[Input material — start]

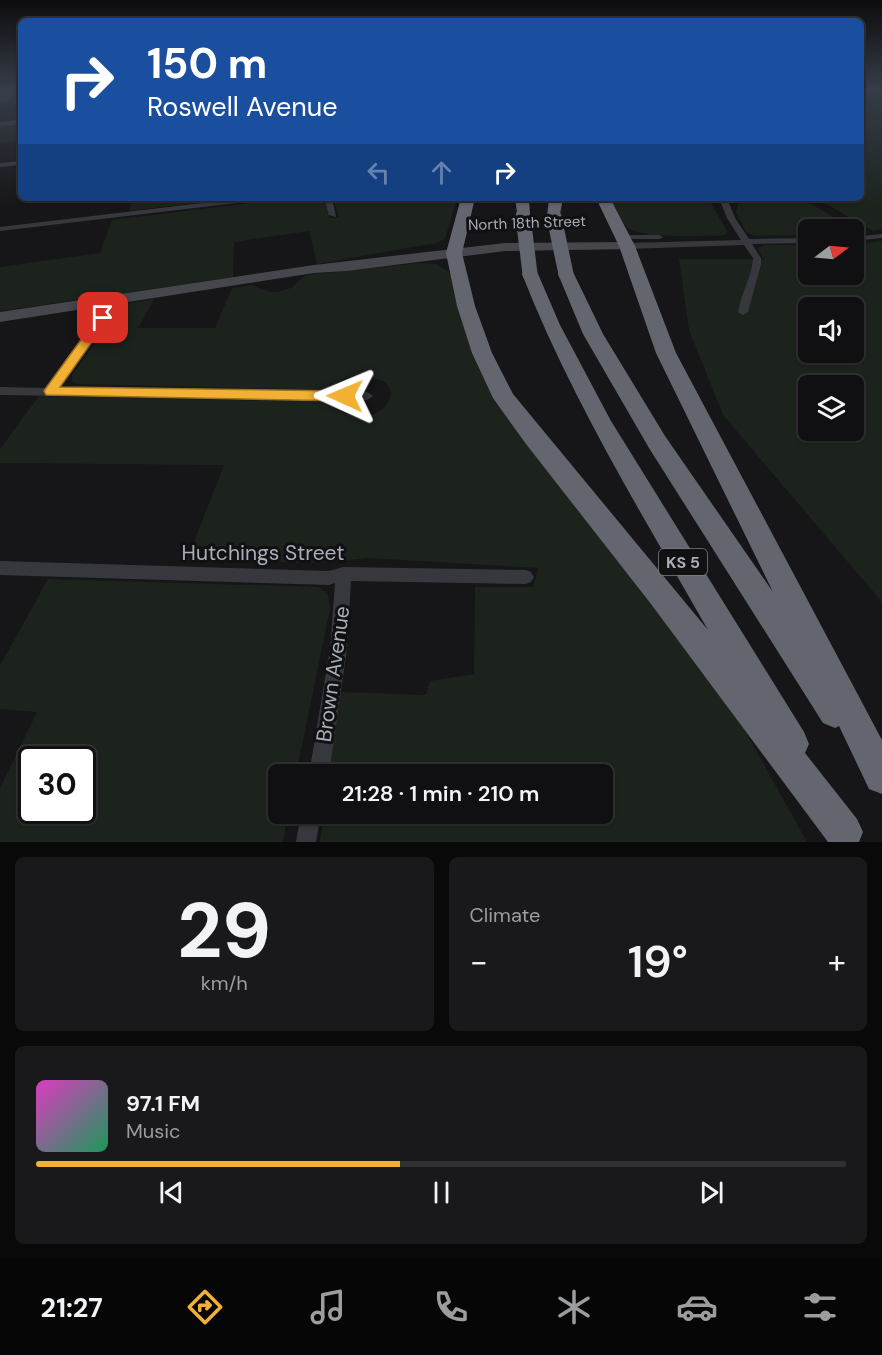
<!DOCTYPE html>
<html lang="en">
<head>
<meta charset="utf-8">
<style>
	body { margin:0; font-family:"DM Sans",sans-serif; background:#19191b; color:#f1f3f6; height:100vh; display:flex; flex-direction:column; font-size:22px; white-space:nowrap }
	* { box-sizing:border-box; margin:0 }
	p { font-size:20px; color:#9c9d9f }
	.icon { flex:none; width:33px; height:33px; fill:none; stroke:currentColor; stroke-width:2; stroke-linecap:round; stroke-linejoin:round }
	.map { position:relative; height:842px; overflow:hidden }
	.panel { display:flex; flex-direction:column; gap:15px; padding:15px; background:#09090a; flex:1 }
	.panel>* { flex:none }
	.hud { position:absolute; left:18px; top:18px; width:846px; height:183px; border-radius:9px; box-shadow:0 2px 4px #0004,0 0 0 2px #303032; background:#1a4fa0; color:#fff; overflow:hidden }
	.needle { width:39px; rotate:74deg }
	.tools { position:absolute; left:798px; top:219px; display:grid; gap:12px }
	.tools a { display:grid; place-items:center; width:66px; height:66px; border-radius:9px; background:#101012; box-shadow:0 2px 4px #0004,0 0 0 2px #303032; font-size:30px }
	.speed { position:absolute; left:18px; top:746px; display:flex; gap:12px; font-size:30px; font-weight:700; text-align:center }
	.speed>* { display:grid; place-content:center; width:78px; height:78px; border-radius:50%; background:#101012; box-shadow:0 2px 4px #0004,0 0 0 2px #303032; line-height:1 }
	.speed .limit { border:3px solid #111; border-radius:9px; background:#fff; color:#111 }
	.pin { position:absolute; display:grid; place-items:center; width:51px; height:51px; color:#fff; margin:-26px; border-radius:12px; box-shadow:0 3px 9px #0006 }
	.me { position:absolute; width:66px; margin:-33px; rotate:271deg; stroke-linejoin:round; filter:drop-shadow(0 0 4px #0008) }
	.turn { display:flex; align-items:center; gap:21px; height:126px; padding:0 30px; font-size:27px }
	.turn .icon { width:78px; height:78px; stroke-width:2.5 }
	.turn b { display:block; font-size:42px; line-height:51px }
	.lanes { display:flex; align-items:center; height:57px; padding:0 30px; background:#0003; justify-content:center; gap:30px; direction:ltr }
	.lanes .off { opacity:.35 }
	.big { font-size:45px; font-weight:600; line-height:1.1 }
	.panel .card { flex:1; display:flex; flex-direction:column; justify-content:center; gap:9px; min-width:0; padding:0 21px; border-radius:9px; background:#19191b }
	.panel .dial { align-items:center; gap:0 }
	.dial b { font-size:78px; line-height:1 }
	.song { display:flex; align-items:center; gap:18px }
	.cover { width:72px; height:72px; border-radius:9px; background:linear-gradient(135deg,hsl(310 70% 55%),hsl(150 70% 35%)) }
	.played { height:6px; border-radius:3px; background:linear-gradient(90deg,#f2b134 45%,#303032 45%) }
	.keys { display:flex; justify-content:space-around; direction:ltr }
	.heat { display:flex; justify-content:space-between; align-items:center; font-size:33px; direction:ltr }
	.panel .tiles { flex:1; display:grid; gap:15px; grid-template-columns:1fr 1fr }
	.card:last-child { grid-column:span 2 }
	.trip { position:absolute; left:268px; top:764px; width:345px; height:60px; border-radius:9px; background:#101012; box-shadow:0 2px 4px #0004,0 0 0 2px #303032; font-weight:600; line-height:60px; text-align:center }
	.tab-bar { display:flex; height:96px; justify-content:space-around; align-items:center; background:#060607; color:#9c9d9f }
	.tab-bar .icon { width:42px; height:42px }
	.tab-bar .selected { color:#f2b134 }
	.tab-bar b { font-size:27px; color:#f1f3f6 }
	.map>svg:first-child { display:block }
</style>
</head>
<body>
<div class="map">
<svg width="882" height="842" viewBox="0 0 882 842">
	<rect width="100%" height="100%" fill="#161618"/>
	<g fill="#1c231d" fill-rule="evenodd">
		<path d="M 861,88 L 882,88 L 882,229 L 873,231 L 816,198 L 861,198 Z"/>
		<path d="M 21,123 L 21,136 L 18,141 L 0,143 L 0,125 Z"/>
		<path d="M 132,198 L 235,198 L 129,211 Z"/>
		<path d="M 291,198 L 324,198 L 330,218 L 339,217 L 333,198 L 457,198 L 445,239 L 436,243 L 317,264 L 309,231 L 234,242 L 233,277 L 0,311 L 0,267 L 100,253 L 112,220 Z"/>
		<path d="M 610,198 L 714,198 L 711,203 L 727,232 L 725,235 L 717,236 C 697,235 642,240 627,227 C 620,221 615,206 610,198 Z"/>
		<path d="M 743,198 L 802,198 L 859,233 L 854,233 L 854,230 L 808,230 L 808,235 L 755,236 L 746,232 L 736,212 L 738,204 Z"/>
		<path d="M 882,241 L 882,602 L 723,415 L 689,330 L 679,259 L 763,259 L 758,248 L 764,245 L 808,245 L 808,274 L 854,274 L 854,244 ZM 808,308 L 854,308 L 854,352 L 808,352 ZM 808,386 L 854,386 L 854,430 L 808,430 Z"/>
		<path d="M 420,263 L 437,264 L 450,273 L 466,332 L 738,718 L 807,842 L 320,842 L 324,813 L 603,813 L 603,774 L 329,774 L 340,692 L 426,695 L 430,681 L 474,674 L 475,587 L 533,587 L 538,568 L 367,558 L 322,563 L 187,560 L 224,465 L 0,463 L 0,449 L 39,396 L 332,402 C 342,405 352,413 363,415 C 388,418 403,385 377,379 C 360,375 345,388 328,390 L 77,384 L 72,381 L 72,375 L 120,308 L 130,303 L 154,299 L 138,328 L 215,328 L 232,288 L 252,285 L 270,292 L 277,292 L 291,288 L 306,275 Z"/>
		<path d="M 48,579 L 319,587 L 328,594 L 330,609 L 296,774 L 279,774 L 279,813 L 288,813 L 283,842 L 0,842 L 0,788 L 37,712 L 0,709 L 0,666 ZM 32,759 L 82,759 L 82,810 L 32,810 Z"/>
	</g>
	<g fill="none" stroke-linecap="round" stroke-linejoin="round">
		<g fill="#37383d" fill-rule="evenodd">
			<path d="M 21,120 L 21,124 L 0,126 L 0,122 Z"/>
			<path d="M 21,161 L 21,165 L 0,167 L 0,163 Z"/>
			<path d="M 244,198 L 267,198 L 263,200 L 0,231 L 0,227 Z"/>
			<path d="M 324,198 L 332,198 L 336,217 L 329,215 Z"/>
			<path d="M 726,198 L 734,198 L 729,203 L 735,218 L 749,239 L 808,238 L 808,243 L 752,244 L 761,258 L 761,264 L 748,312 L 743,315 L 738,312 C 741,293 752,277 753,258 L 744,245 L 627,249 L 623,246 L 627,243 L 741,240 L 727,218 L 721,203 Z"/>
			<path d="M 882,234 L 882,238 L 854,241 L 854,237 Z"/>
			<path d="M 620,235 L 659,235 L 663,237 L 659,239 L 620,239 Z"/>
			<path d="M 116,296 L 121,299 L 58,388 L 367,392 L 373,396 L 367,400 L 0,395 L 0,387 L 46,388 L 113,297 Z"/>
			<path d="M 0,561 L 329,571 L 343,567 L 526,570 L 531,572 L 534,577 L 531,582 L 526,584 L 351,581 L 347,649 L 329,774 L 309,774 L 330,649 L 335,583 L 329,585 L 0,575 Z"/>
			<path d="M 301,813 L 321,813 L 316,842 L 296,842 Z"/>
		</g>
		<path fill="#45474d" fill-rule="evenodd" d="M 627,242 L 632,243 L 633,246 L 632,249 L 505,251 L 347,271 L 314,273 L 0,322 L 0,312 L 314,265 L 505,243 Z"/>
		<g fill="#63666e" fill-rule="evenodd">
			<path d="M 461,198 L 475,198 L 462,253 L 475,306 L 492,353 L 513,394 L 708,630 C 642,514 571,399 522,274 L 524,270 L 536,270 L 538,274 L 560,325 L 611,421 L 804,732 L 809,744 L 805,753 L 857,819 L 863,832 L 859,842 L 828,842 L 651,604 L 526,444 L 493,398 L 472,353 L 457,306 L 446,253 Z"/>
			<path d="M 515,198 L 529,198 L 530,216 L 528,219 L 518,219 Z"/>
			<path d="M 549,198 L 563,198 L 559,220 L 549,220 L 547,217 Z"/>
			<path d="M 596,198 L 610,198 L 635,246 L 676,353 L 882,740 L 882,794 L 869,789 L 839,726 L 835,728 L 823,723 L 649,448 L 583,334 L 558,274 L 560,270 L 572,270 L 574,274 L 603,334 L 665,436 L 773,592 L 656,353 L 619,246 Z"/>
		</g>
		<g stroke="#63666e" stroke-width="15">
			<path d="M 523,216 L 530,274"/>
			<path d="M 554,217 L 566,274"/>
		</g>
	</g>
	<path fill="#212124" d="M 16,88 L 20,88 L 9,104 L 0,105 L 0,101 Z"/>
	<path fill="#3f3f44" stroke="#4f5156" stroke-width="1.5" d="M 0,88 L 16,88 L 7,100 L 0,101 Z"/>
	<linearGradient id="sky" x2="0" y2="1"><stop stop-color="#0c0c0d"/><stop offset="0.43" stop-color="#363c48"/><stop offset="1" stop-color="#363c48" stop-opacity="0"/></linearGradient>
	<rect width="882" height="206" fill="url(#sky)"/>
	<path fill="#f2b134" stroke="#9d7322" stroke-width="1.5" d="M 103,314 L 109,318 L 60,387 L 345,391 L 351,396 L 345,401 L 46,395 L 44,391 L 46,388 L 99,315 Z"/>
	<g text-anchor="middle" stroke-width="6" stroke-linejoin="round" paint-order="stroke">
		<g font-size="15" fill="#a8adb8" stroke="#111113">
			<text transform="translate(527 223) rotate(-2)" y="5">North 18th Street</text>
		</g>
		<rect fill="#111113" stroke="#7b7e86" stroke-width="1.5" x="659" y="549" width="48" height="26" rx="4.5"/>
		<g font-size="16" font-weight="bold" fill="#a8adb8">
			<text x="683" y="568">KS 5</text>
		</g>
		<g font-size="21" fill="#a8adb8" stroke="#111113">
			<text x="263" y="560">Hutchings Street</text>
			<text transform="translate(333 674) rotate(-82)" y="7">Brown Avenue</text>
		</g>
	</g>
</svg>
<div class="tools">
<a><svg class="needle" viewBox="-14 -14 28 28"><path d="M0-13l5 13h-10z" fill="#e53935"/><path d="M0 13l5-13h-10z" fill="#9c9d9f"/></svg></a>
<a><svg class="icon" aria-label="sound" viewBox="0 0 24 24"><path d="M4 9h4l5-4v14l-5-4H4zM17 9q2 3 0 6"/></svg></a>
<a><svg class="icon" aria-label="layers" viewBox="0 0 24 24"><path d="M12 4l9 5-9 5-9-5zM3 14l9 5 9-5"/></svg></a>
</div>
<div class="speed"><div class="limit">30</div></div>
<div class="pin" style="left:103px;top:318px;background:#d93025"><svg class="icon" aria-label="arrive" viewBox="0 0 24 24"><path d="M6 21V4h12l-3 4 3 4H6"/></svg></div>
<svg class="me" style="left:345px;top:396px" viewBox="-20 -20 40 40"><path d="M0-17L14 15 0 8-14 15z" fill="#f2b134" stroke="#fff" stroke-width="4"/></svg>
<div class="trip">21:28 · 1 min · 210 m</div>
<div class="hud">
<div class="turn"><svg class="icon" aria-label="right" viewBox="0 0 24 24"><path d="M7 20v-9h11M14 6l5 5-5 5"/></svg><div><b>150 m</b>Roswell Avenue</div></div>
<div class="lanes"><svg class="icon off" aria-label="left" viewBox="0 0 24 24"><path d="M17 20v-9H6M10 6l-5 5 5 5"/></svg><svg class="icon off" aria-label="ahead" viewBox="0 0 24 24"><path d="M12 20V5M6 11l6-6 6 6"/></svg><svg class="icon" aria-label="right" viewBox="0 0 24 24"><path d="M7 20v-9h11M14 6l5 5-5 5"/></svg></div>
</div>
</div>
<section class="panel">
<div class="tiles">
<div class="card dial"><b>29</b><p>km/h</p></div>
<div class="card"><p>Climate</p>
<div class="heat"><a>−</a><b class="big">19°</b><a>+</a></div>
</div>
<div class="card">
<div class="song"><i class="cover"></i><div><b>97.1 FM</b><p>Music</p></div></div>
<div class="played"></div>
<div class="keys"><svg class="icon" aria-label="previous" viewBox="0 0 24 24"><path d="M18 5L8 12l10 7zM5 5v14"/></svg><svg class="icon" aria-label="pause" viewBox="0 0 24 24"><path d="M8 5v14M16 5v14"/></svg><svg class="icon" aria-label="next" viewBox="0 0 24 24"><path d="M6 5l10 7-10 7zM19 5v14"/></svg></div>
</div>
</div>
</section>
<nav class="tab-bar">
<b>21:27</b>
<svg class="icon selected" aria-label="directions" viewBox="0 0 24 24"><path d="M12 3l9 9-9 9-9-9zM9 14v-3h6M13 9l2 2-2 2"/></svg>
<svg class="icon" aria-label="music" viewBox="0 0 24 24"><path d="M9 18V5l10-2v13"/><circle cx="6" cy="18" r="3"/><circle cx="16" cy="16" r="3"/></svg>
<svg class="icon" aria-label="phone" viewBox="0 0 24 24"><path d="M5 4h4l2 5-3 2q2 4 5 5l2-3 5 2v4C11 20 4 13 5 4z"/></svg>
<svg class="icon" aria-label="climate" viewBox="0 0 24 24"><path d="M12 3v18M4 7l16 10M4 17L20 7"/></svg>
<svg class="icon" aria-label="car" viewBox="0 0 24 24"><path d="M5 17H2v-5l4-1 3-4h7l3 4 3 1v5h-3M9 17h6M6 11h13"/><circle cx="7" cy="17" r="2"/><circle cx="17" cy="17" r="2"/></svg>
<svg class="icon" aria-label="filters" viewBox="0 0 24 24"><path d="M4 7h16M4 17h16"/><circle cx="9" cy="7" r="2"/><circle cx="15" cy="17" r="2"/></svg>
</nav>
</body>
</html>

[Input material — finish]

> Exercise directions
Retype word for word everything in the listing above from the line that holds "display:flex; align-items:center; height:57px;" down to the line that holds "font-size:45px; font-weight:600; line-height:1.1". Keep both end lines and leave out the rest.

> Completed exercise
	.lanes { display:flex; align-items:center; height:57px; padding:0 30px; background:#0003; justify-content:center; gap:30px; direction:ltr }
	.lanes .off { opacity:.35 }
	.big { font-size:45px; font-weight:600; line-height:1.1 }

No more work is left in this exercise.